Ageing from five and above, there are 767,258 pupils in education across New Zealand, according to the Government’s Student Roll figures for 2014, significantly widening the target market for Microsoft and its array of hardware devices.
Coupled with the lure of Windows 10 and a year’s Office 365 subscription, Scott believes such additional factors, as well as the significantly lower price point in NZ$799 is Microsoft’s way of reaching classrooms, lecture theatres and faculty rooms, as a possible alternative to the already available premium model in the Surface Pro 3.
“We see the Surface 3 primarily hitting three areas in New Zealand,” Scott explains. “Firstly, it’s an ideal device for the mobile professionals who are constantly on the go and require the power of a PC but the portability of a tablet.
“Secondly, we see this resonating strongly with pupils in classrooms and students in university.
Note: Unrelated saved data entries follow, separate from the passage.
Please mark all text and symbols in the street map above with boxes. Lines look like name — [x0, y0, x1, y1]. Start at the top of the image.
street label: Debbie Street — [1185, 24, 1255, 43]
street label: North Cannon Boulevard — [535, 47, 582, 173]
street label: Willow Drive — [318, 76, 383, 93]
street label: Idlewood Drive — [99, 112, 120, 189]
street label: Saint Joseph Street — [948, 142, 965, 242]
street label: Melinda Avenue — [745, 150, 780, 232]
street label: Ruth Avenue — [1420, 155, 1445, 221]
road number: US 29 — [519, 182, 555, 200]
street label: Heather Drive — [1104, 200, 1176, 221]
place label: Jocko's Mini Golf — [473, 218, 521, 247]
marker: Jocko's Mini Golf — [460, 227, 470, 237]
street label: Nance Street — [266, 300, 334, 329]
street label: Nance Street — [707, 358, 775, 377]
Students especially will be drawn to the longer battery life as well as the ability to consume media on one side, while still maintaining access to the full power of a PC.
“Another key factor is that when students leave university and enter the workforce, employees on the whole rely on them being up to speed with Windows, Outlook and Office apps, which through a year’s free subscription of Office Personal can be achieved.
“Thirdly, this is also primed for the school professionals such as teachers and lecturers who may be looking to upgrade from an older Surface model, and see this as the perfect blend between a laptop and a PC.”
Scott however was quick to acknowledge that the Surface 3 is not exclusive to these demographics, insisting that the device gives Kiwis the option to change.
“We’ve found that a lot of corporates in New Zealand are sick of carrying two devices and trying to make a tablet work in a PC environment,” he adds.
“When we first embarked on the Surface line a few years back the truth was that you either used a laptop or a tablet but Microsoft has always held a different view.
“As a result we’ve gone down that journey to the point where we are now with the Surface Pro 3. Now the aim is to get the Surface into more people’s hands, and launching the Surface 3 is the effective way to do that.”
Compared to the NZ$1199 price point of the well received but higher priced Surface Pro 3, the Surface 3 seems a logical way to go for Kiwis either seeking a Surface upgrade, or even considering jumping into the Microsoft ecosystem altogether.
As with any launch time will of course tell, but as the Surface 3 makes its way to New Zealand, and with a seemingly large untapped market ready and waiting, maybe, just maybe, Apple will start looking over its shoulders.